Black beans can provide the start of something good

March 16, 1994|By Bev Bennett | Bev Bennett,Los Angeles Times Syndicate

Canned tuna used to be my emergency dinner, when I needed something fast. Occasionally it still is, but now I'm just as likely to open a can of beans.

I used to think of these as desperation meals. However, the flavors are so good that I prefer to think of them as 15-minute menu marvels. For example, there's:

* Beans and diced salami, celery, onions, oil and vinegar in a salad.

* Beans wrapped in flour tortillas, topped with a little salsa or guacamole.

* Beans, chilies, tomatoes and onions minced together and served with tortilla chips.

* Beans and a package of frozen vegetables, sometimes with a little browned bacon or kielbasa added, and simmered in beef broth -- the world's quickest bean soup.

* Beans mixed with tuna, some cilantro, oil and vinegar, which combines cupboard staples into a robust meal with a Mediterranean accent.

But when I have the inclination to get fancy, I make it a black bean occasion. Black beans mashed and sauteed with onion and garlic in olive oil make a delicious puree that I'm tempted to eat right from the skillet. However, when it's spread on a tortilla and topped with shredded Monterey Jack cheese, it's a beautiful entree. For color and a tangy accent, I recommend adding tomatillo guacamole.

Tomatillo guacamole

Makes 2 servings

1 small clove garlic

1 medium shallot, peeled

2 tablespoons coarsely chopped cilantro

2 medium tomatillos, husks removed, cored and quartered (see note)

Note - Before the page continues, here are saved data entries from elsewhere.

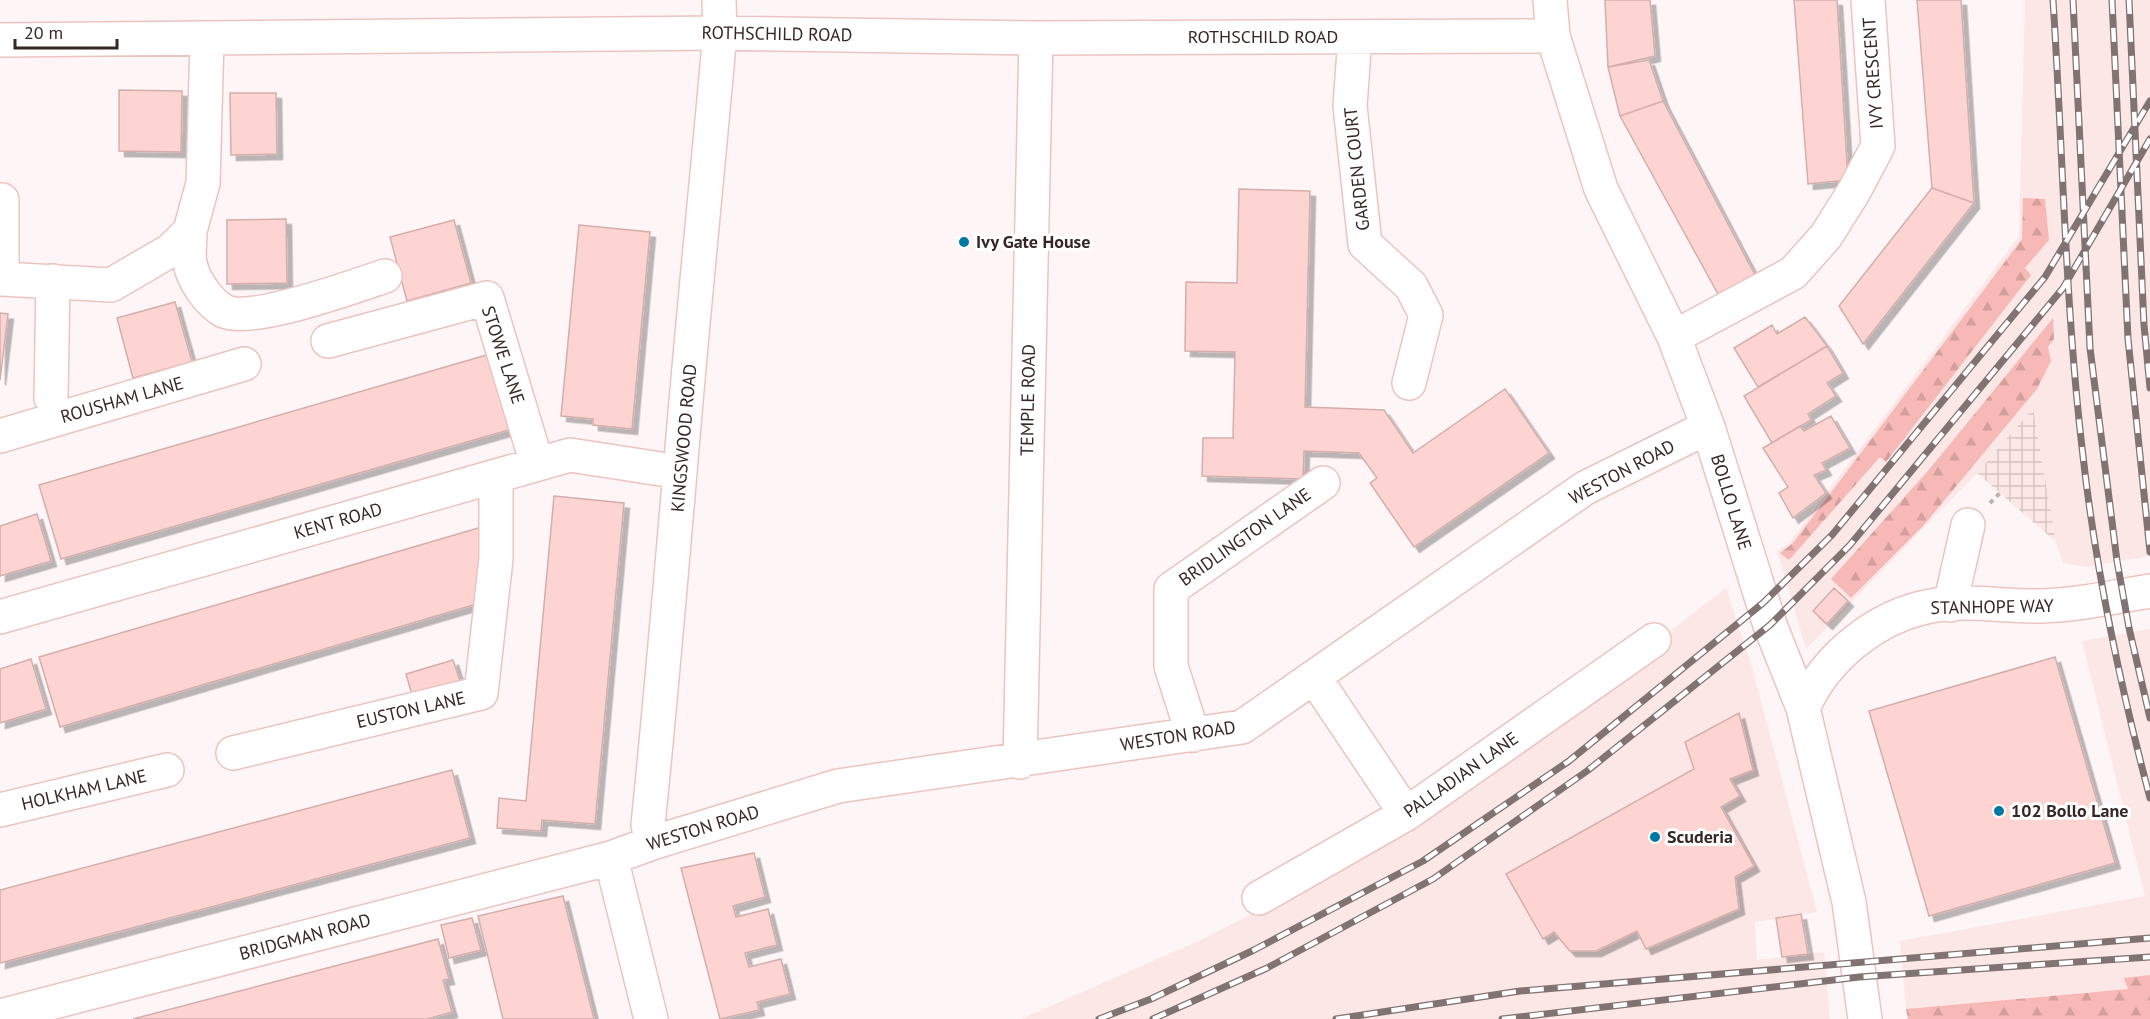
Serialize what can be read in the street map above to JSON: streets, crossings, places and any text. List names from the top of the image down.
{
  "streets": {
    "street": [
      "ROTHSCHILD ROAD",
      "IVY CRESCENT",
      "GARDEN COURT",
      "STOWE LANE",
      "ROUSHAM LANE",
      "TEMPLE ROAD",
      "KINGSWOOD ROAD",
      "WESTON ROAD",
      "BOLLO LANE",
      "KENT ROAD",
      "BRIDLINGTON LANE",
      "STANHOPE WAY",
      "EUSTON LANE",
      "PALLADIAN LANE",
      "HOLKHAM LANE",
      "BRIDGMAN ROAD"
    ]
  },
  "crossings": [
    ["ROTHSCHILD ROAD", "GARDEN COURT"],
    ["ROTHSCHILD ROAD", "TEMPLE ROAD"],
    ["ROTHSCHILD ROAD", "KINGSWOOD ROAD"],
    ["ROTHSCHILD ROAD", "BOLLO LANE"],
    ["IVY CRESCENT", "BOLLO LANE"],
    ["STOWE LANE", "KENT ROAD"],
    ["TEMPLE ROAD", "WESTON ROAD"],
    ["KINGSWOOD ROAD", "WESTON ROAD"],
    ["KINGSWOOD ROAD", "KENT ROAD"],
    ["WESTON ROAD", "BOLLO LANE"],
    ["WESTON ROAD", "BRIDLINGTON LANE"],
    ["WESTON ROAD", "BRIDGMAN ROAD"],
    ["BOLLO LANE", "STANHOPE WAY"],
    ["KENT ROAD", "EUSTON LANE"]
  ],
  "places": ["Ivy Gate House", "102 Bollo Lane", "Scuderia"],
  "scale_bar": "20 m"
}
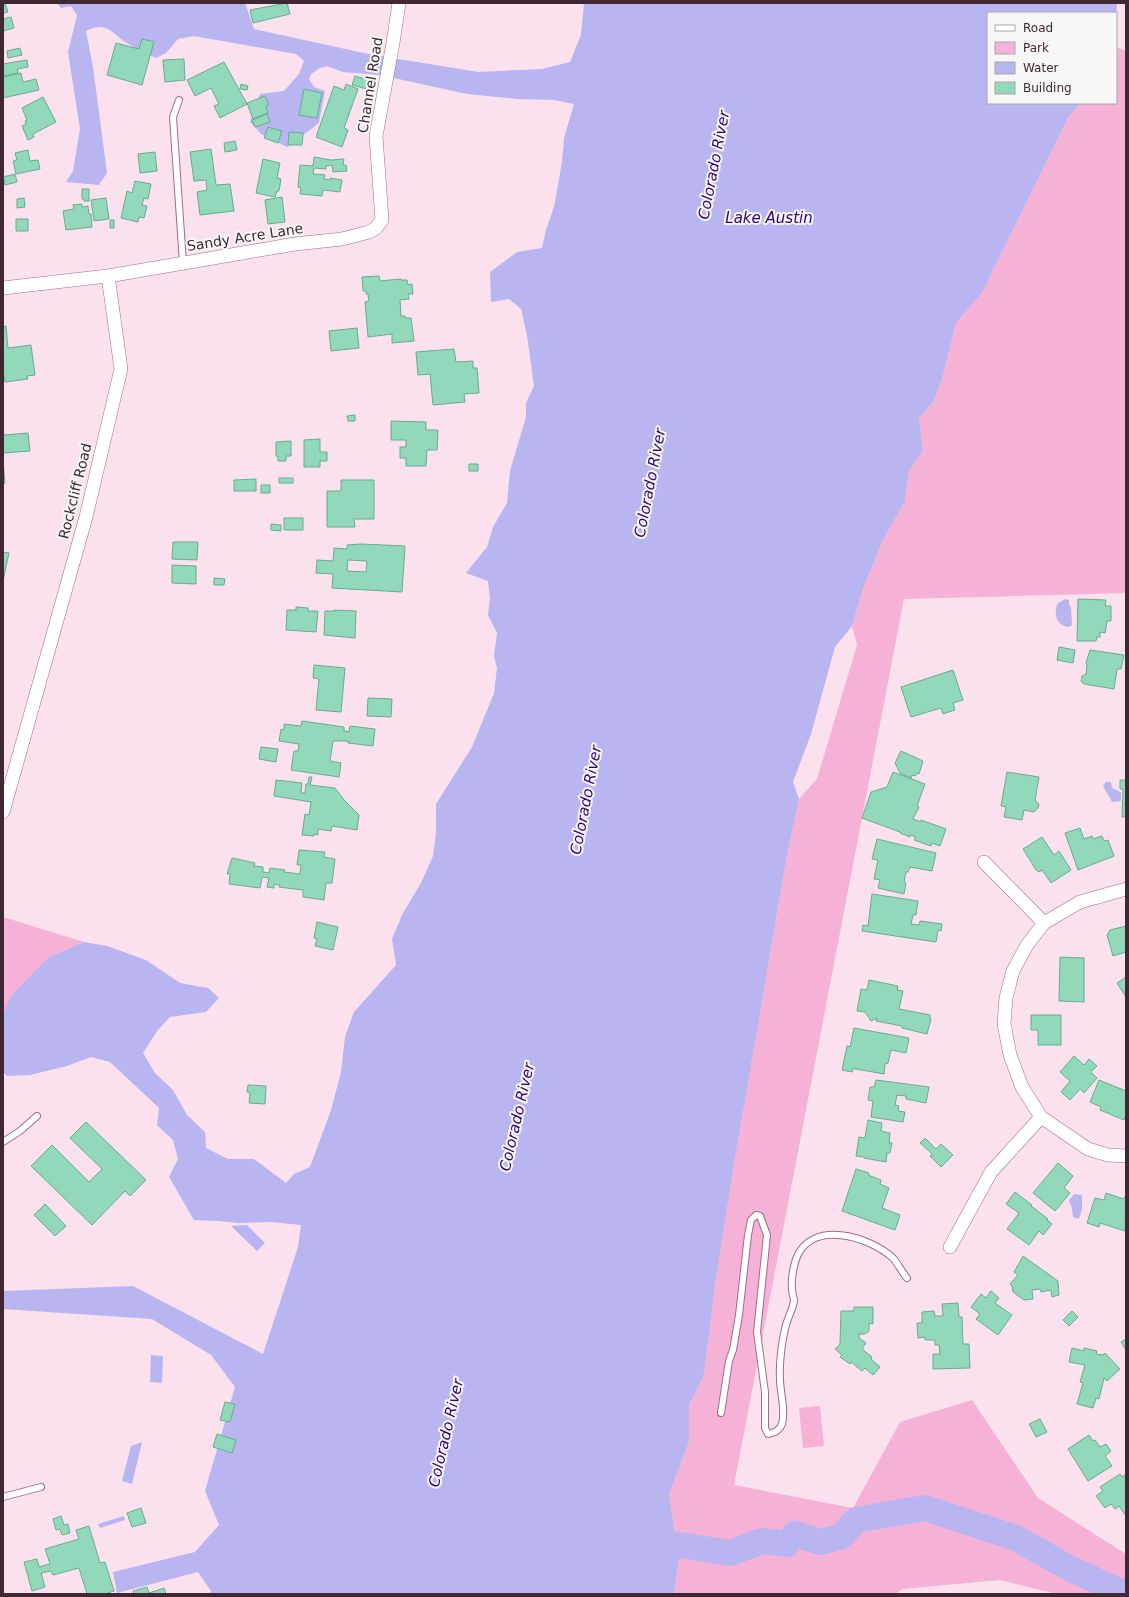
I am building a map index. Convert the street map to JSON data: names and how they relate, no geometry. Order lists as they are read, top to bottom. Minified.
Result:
{"streets":{"street":["Channel Road","Sandy Acre Lane","Rockcliff Road"]},"crossings":[["Channel Road","Sandy Acre Lane"],["Sandy Acre Lane","Rockcliff Road"]],"water":["Colorado River","Lake Austin"],"legend":["Road","Park","Water","Building"]}
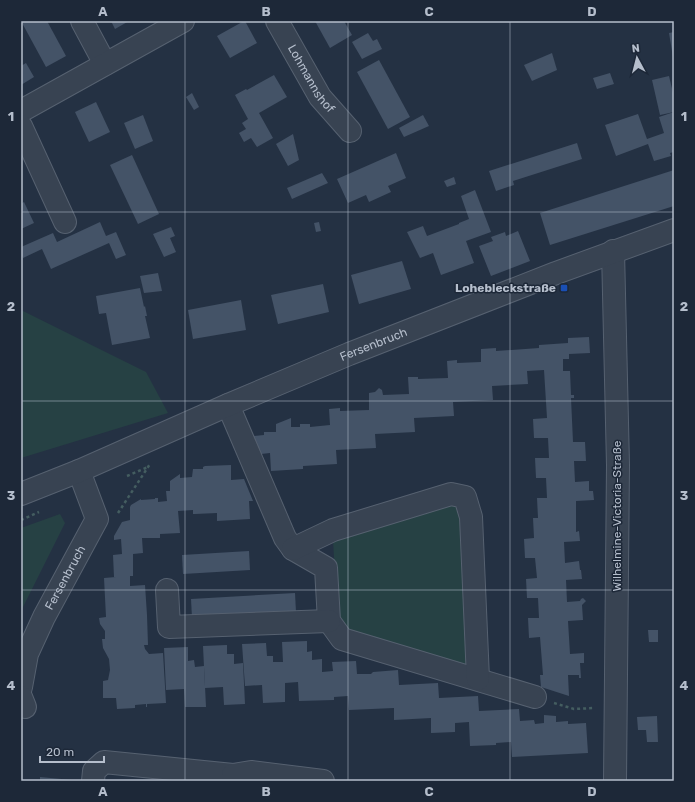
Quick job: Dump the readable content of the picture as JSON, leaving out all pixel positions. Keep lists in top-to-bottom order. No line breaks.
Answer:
{"streets":{"street":["Lohmannshof","Fersenbruch","Wilhelmine-Victoria-Straße"]},"crossings":[["Fersenbruch","Wilhelmine-Victoria-Straße"]],"places":{"transit":["Lohebleckstraße"]},"scale_bar":"20 m","north":"top","grid":{"columns":["A","B","C","D"],"rows":["1","2","3","4"]}}
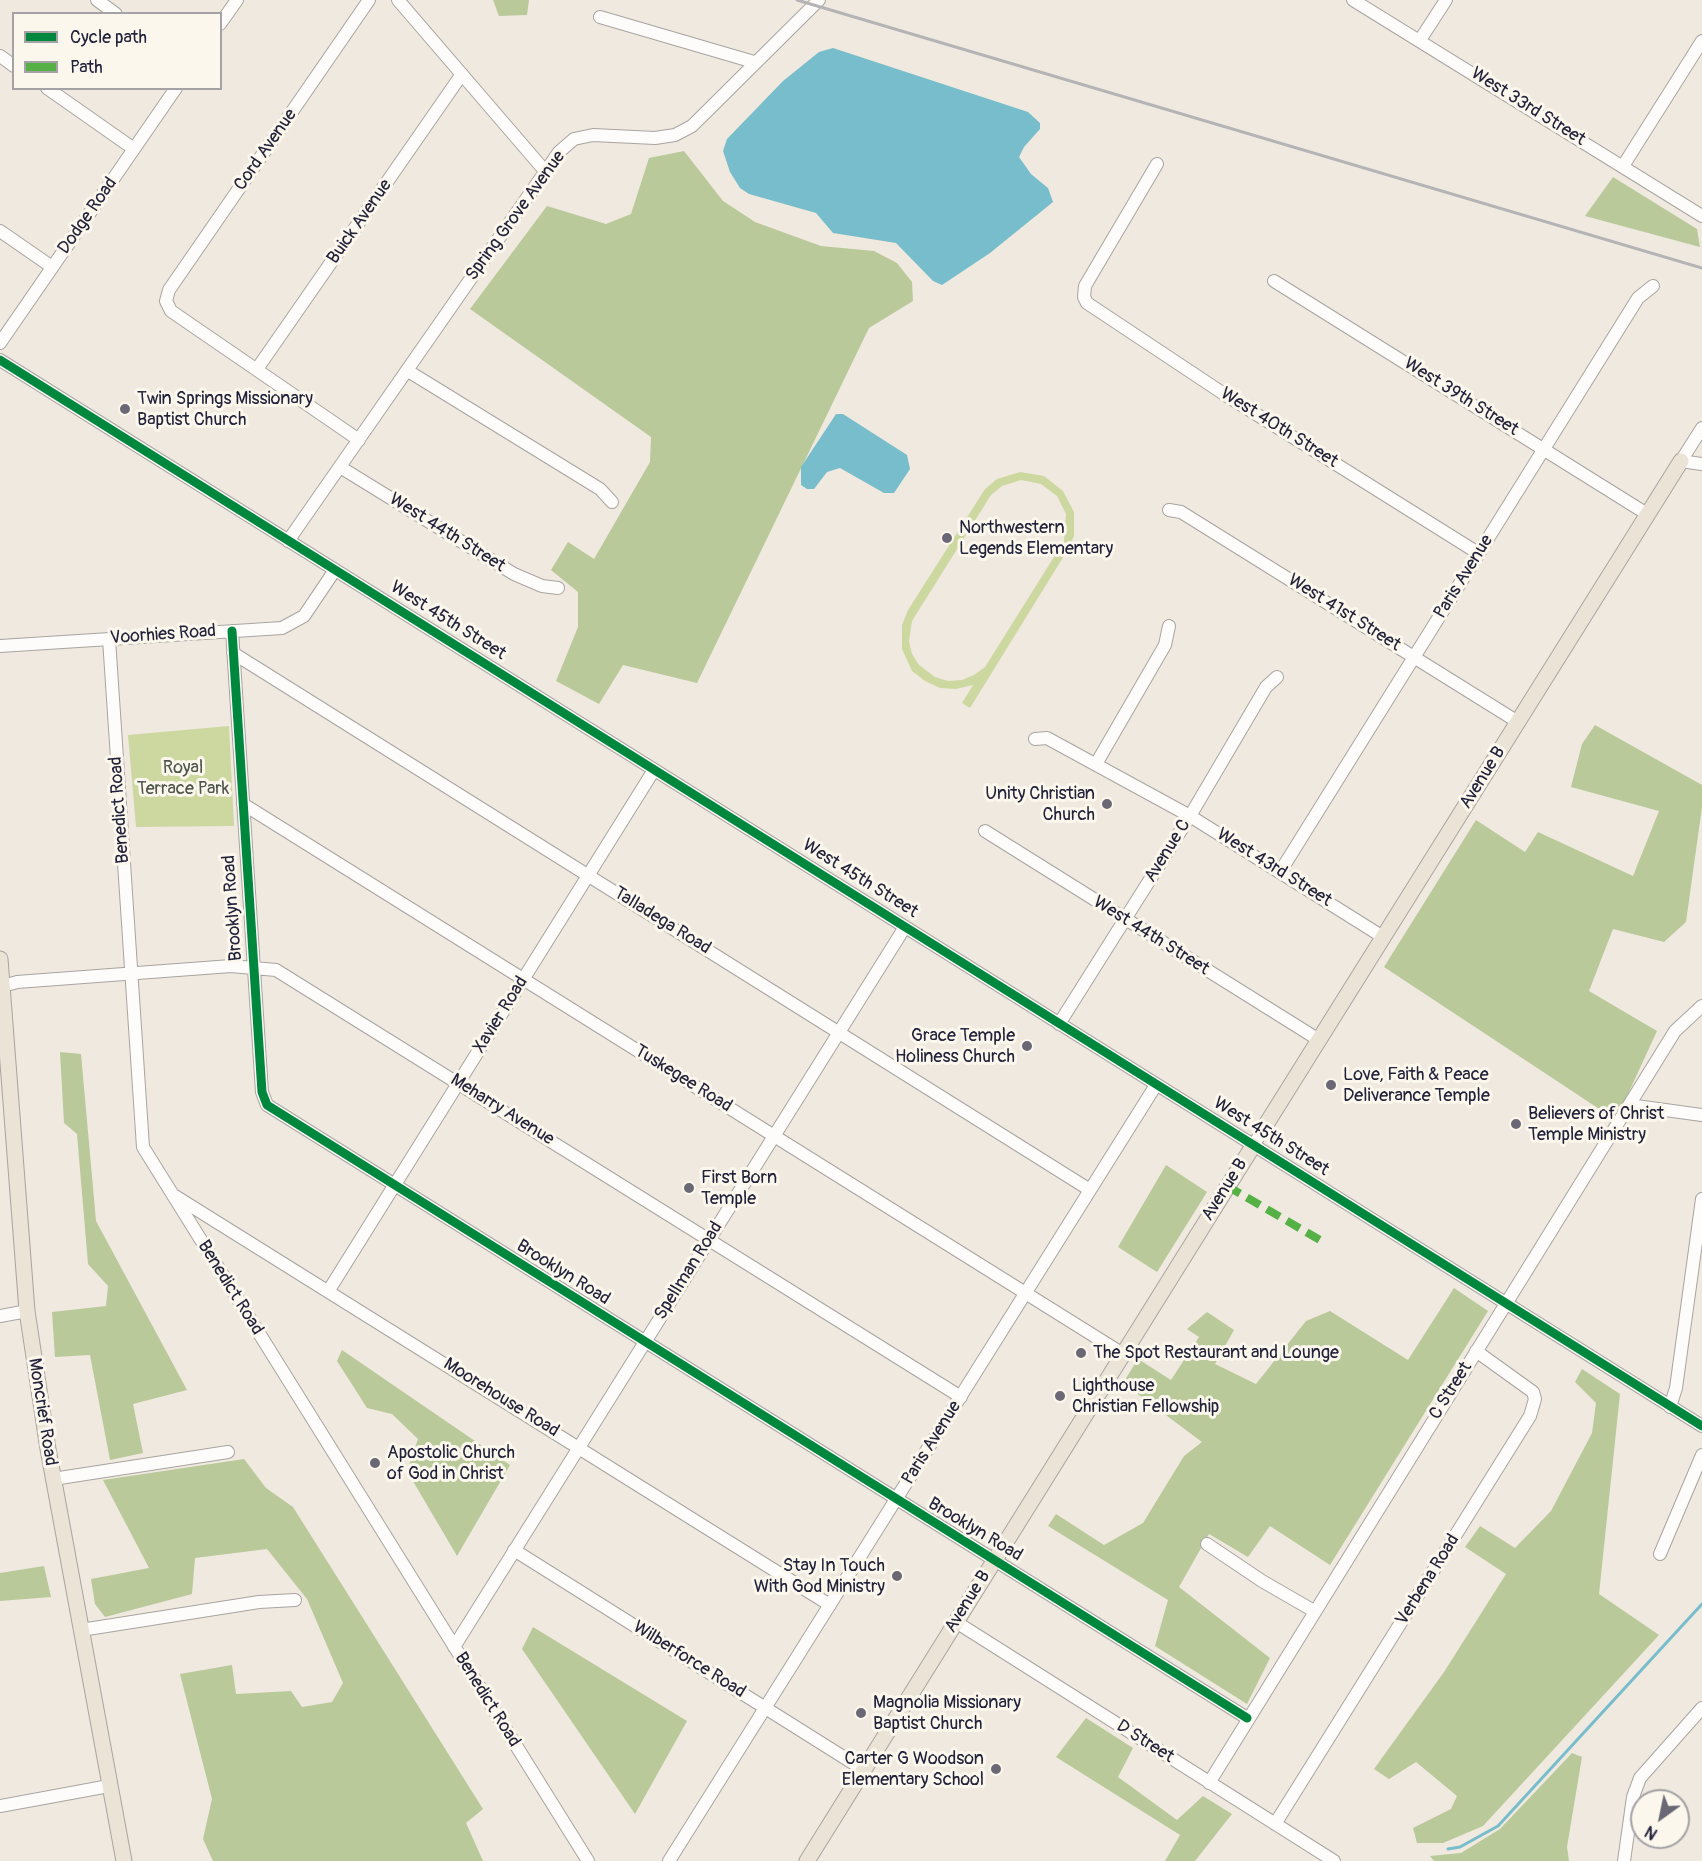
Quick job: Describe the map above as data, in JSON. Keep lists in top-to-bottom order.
{
  "streets": {
    "main road": ["Avenue B", "Moncrief Road"],
    "street": [
      "West 33rd Street",
      "Cord Avenue",
      "Dodge Road",
      "Spring Grove Avenue",
      "Buick Avenue",
      "West 39th Street",
      "West 40th Street",
      "West 44th Street",
      "Paris Avenue",
      "West 41st Street",
      "West 45th Street",
      "Voorhies Road",
      "Benedict Road",
      "Avenue C",
      "West 43rd Street",
      "Brooklyn Road",
      "Talladega Road",
      "Xavier Road",
      "Tuskegee Road",
      "Meharry Avenue",
      "Spellman Road",
      "C Street",
      "Moorehouse Road",
      "Verbena Road",
      "Wilberforce Road",
      "D Street"
    ]
  },
  "crossings": [
    ["Cord Avenue", "Buick Avenue"],
    ["Spring Grove Avenue", "West 44th Street"],
    ["Spring Grove Avenue", "West 45th Street"],
    ["West 39th Street", "Paris Avenue"],
    ["West 39th Street", "Avenue B"],
    ["West 40th Street", "Paris Avenue"],
    ["West 44th Street", "Avenue B"],
    ["West 44th Street", "Avenue C"],
    ["Paris Avenue", "West 41st Street"],
    ["Paris Avenue", "West 45th Street"],
    ["Paris Avenue", "West 43rd Street"],
    ["Paris Avenue", "Brooklyn Road"],
    ["Paris Avenue", "Talladega Road"],
    ["Paris Avenue", "Tuskegee Road"],
    ["Paris Avenue", "Meharry Avenue"],
    ["Paris Avenue", "Moorehouse Road"],
    ["Paris Avenue", "Wilberforce Road"],
    ["West 41st Street", "Avenue B"],
    ["West 45th Street", "Voorhies Road"],
    ["West 45th Street", "Avenue B"],
    ["West 45th Street", "Avenue C"],
    ["West 45th Street", "Xavier Road"],
    ["West 45th Street", "Spellman Road"],
    ["West 45th Street", "C Street"],
    ["Voorhies Road", "Benedict Road"],
    ["Voorhies Road", "Brooklyn Road"],
    ["Avenue B", "West 43rd Street"],
    ["Avenue B", "Brooklyn Road"],
    ["Avenue B", "Tuskegee Road"],
    ["Avenue B", "Wilberforce Road"],
    ["Avenue B", "D Street"],
    ["Benedict Road", "Meharry Avenue"],
    ["Benedict Road", "Spellman Road"],
    ["Benedict Road", "Moorehouse Road"],
    ["Avenue C", "West 43rd Street"],
    ["Brooklyn Road", "Talladega Road"],
    ["Brooklyn Road", "Xavier Road"],
    ["Brooklyn Road", "Tuskegee Road"],
    ["Brooklyn Road", "Meharry Avenue"],
    ["Brooklyn Road", "Spellman Road"],
    ["Brooklyn Road", "C Street"],
    ["Talladega Road", "Xavier Road"],
    ["Talladega Road", "Spellman Road"],
    ["Xavier Road", "Tuskegee Road"],
    ["Xavier Road", "Meharry Avenue"],
    ["Xavier Road", "Moorehouse Road"],
    ["Tuskegee Road", "Spellman Road"],
    ["Meharry Avenue", "Spellman Road"],
    ["Meharry Avenue", "Moncrief Road"],
    ["Spellman Road", "Moorehouse Road"],
    ["Spellman Road", "Wilberforce Road"],
    ["C Street", "Verbena Road"],
    ["C Street", "D Street"],
    ["Verbena Road", "D Street"]
  ],
  "parks": ["Royal Terrace Park"],
  "places": [
    "Twin Springs Missionary Baptist Church",
    "Northwestern Legends Elementary",
    "Unity Christian Church",
    "Grace Temple Holiness Church",
    "Love, Faith & Peace Deliverance Temple",
    "Believers of Christ Temple Ministry",
    "First Born Temple",
    "The Spot Restaurant and Lounge",
    "Lighthouse Christian Fellowship",
    "Apostolic Church of God in Christ",
    "Stay In Touch With God Ministry",
    "Magnolia Missionary Baptist Church",
    "Carter G Woodson Elementary School"
  ],
  "legend": ["Cycle path", "Path"],
  "north": "bottom left"
}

1 medium-large avocado, peeled, pitted and diced into 1/2 -inch cubes

1/4 teaspoon crushed red pepper flakes

juice of 1/2 a lime

salt, pepper

Mince together garlic, shallot, cilantro and tomatillos in food processor or by hand. Spoon into serving bowl. Stir in avocado, red pepper flakes, lime juice, and salt and pepper to taste. Set aside 5 minutes for flavors to blend.

Note: Tomatillos, which resemble husk-covered green tomatoes, are available in produce sections of large supermarkets and in Mexican food stores. Green tomatoes are an excellent substitute.

Black bean roll-ups

Makes 2 servings, 2 tortillas each

1 1/2 tablespoons olive oil

1/2 cup finely diced onion (1 small onion)

1 clove garlic, minced

1 (15-ounce) can black beans, drained

salt, pepper

4 flour tortillas

1/2 cup shredded jalapeno-flavored Jack cheese

tomatillo guacamole (recipe above)

Heat oil in large skillet. Add onion and garlic and saute until onion is tender, about 5 minutes. Add beans. Season to taste with salt and pepper. Cook and stir mixture over low heat, while mashing with back of wooden spoon.

When hot and pulpy, remove beans from heat. Spread 1/4 of mixture on each of 4 tortillas. Top each with 2 tablespoons shredded cheese. Arrange tortillas on baking sheet. Bake at 350 degrees until cheese melts, about 5 minutes.

To serve, top each tortilla with 1/4 of tomatillo guacamole and roll up tortillas, or serve open-face, topped with guacamole, or as third alternative, roll up tortillas and serve guacamole on the side.